We took individual issues which weren’t resolved over a protracted period – such as university funding and carpets for a home – to the Minister for Children. We also educated people leaving the ‘care system’ about their rights. This led to people writing independently to the relevant service leads and Ministers, articulating the Government’s commitments to them and where these haven’t been met. We, and the young people we work alongside, educated and raised awareness amongst Ministers and officials about the issues.


This led to individuals accessing the promises in the Care Leaver’s Offer, We continue to advocate for this Offer to be well-understood, promoted and resourced so that the Government’s promises can routinely be fulfilled to those who the Independent Jersey Care Inquiry (2017) stated they have ‘singularly failed’.

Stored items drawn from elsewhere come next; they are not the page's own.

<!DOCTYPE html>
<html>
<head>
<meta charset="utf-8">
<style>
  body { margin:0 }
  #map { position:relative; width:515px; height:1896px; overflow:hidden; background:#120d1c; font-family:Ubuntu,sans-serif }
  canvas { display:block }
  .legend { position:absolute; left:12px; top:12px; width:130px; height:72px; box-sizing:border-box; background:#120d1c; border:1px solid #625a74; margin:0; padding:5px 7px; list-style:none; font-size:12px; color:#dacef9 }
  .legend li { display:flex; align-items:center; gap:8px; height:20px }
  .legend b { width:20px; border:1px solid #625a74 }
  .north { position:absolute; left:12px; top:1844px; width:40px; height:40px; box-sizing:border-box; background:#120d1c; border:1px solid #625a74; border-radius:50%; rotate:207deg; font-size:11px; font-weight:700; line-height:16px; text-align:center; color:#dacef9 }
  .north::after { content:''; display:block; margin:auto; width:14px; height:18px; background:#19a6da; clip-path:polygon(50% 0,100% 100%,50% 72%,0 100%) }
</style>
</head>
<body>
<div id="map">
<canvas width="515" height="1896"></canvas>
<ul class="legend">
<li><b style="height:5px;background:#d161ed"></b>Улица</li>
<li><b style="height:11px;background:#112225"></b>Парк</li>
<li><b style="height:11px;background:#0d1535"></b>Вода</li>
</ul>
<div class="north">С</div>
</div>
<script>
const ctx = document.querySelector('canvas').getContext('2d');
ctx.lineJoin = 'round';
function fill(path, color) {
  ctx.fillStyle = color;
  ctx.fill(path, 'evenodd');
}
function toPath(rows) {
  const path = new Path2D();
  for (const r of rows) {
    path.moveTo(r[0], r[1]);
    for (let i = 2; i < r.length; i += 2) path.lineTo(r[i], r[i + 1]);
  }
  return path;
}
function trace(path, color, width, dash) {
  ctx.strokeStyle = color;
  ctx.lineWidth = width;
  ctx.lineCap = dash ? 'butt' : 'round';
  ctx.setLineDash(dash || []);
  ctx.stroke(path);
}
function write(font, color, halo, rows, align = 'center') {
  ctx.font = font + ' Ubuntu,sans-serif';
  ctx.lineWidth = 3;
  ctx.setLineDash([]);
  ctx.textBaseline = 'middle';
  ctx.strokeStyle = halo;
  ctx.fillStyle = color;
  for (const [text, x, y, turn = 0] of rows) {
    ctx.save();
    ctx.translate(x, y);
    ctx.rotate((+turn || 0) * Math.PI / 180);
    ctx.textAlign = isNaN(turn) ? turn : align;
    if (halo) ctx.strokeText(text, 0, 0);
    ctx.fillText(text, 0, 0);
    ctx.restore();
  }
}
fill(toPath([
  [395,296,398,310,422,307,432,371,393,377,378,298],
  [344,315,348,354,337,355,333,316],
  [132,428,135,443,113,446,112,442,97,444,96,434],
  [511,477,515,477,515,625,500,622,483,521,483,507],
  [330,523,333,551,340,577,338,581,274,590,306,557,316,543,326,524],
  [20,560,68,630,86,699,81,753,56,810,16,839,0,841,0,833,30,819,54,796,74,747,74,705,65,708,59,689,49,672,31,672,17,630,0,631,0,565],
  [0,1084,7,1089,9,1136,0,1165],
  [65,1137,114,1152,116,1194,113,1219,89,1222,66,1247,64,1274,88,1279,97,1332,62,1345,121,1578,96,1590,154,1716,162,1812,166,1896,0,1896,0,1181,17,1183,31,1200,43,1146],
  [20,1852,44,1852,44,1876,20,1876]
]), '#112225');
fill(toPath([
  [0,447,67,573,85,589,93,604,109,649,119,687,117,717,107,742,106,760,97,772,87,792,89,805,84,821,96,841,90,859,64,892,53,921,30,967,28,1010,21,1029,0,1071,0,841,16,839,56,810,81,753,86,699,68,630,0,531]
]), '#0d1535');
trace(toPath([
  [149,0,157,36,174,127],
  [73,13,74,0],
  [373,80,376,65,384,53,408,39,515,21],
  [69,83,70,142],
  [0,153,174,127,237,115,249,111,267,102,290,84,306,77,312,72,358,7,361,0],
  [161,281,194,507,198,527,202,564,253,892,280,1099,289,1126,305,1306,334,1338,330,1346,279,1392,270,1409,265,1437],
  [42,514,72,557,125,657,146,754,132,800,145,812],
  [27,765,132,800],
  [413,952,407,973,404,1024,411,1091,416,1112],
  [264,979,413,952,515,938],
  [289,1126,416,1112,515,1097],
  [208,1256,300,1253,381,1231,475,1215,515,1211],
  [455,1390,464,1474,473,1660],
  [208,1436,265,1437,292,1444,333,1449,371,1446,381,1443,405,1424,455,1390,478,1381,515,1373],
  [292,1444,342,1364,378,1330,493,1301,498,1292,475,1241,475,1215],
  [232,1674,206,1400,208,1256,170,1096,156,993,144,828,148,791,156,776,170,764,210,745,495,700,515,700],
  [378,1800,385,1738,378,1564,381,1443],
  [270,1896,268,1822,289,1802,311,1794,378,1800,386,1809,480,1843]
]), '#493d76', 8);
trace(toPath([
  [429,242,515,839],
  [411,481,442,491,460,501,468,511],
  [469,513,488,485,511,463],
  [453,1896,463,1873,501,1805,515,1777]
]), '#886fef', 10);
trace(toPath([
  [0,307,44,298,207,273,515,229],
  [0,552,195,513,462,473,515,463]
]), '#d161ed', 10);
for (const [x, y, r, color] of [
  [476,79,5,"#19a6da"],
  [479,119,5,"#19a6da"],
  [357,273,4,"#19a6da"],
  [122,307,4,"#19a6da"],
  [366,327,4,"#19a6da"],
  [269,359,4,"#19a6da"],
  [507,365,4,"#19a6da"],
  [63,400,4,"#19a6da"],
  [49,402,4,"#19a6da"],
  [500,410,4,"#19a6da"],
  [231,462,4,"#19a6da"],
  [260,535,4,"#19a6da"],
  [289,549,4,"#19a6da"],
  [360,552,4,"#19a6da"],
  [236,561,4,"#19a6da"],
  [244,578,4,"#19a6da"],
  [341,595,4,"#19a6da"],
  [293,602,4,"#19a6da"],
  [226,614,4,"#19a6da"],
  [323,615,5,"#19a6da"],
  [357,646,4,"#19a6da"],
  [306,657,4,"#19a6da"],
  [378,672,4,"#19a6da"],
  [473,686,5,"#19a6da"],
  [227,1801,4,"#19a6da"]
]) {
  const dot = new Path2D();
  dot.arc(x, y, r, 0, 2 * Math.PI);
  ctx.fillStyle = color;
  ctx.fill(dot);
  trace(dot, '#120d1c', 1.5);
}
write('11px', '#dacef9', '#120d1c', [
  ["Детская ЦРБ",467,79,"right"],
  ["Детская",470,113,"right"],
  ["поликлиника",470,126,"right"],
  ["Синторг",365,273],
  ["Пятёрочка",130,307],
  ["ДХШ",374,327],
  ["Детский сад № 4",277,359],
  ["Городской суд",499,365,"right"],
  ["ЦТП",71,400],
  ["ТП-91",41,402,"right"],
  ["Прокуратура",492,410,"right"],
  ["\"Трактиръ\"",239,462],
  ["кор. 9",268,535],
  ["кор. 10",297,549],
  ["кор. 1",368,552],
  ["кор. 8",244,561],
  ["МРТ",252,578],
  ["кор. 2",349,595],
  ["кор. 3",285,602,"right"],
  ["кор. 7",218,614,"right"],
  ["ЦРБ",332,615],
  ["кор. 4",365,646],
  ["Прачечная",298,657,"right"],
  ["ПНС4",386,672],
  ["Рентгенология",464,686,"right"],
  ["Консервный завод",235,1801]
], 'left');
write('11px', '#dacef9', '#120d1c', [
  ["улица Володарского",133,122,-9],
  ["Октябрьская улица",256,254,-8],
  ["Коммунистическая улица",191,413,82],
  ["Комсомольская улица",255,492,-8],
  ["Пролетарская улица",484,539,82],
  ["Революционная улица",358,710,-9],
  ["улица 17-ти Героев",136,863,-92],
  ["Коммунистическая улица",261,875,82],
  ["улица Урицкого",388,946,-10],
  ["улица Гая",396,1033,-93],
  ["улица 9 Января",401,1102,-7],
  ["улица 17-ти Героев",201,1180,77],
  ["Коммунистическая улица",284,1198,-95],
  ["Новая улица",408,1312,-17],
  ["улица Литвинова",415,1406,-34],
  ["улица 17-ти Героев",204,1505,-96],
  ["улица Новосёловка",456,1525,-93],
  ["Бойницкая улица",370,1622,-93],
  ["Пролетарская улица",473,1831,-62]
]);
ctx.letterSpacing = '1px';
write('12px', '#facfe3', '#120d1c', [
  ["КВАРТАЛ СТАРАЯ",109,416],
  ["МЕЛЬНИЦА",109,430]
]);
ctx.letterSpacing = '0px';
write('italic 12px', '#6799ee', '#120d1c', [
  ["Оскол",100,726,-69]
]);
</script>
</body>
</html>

We’ve worked with several young people who have wanted to move into permanent accommodation or off-island to study. We’ve also raised the issue of care leavers being homeless with the Care Leavers Outcomes Board, leading to it being added as a standing agenda item. Children’s Service now provides data on how many care leavers they’re in touch with who are homeless. The individuals we’ve advocated for now have a secure home.

A recurring theme through advocacy with young adults, and older adults at HMP La Moye, is that when leaving La Moye, there is a lack of accommodation. We worked with people to whom we provide advocacy to create this case study showing systemic issues through individual examples. We then facilitated a workshop for the range of agencies involved in decisions for people leaving HMP La Moye. This led to new relationships, understanding and a number of actions intended to fulfil the Government’s promise of ‘stable homes’ to young ‘care leavers’ leaving HMP La Moye. It is clear through research that stable accommodation reduces the risk of reoffending and enables a person to rebuild a productive life.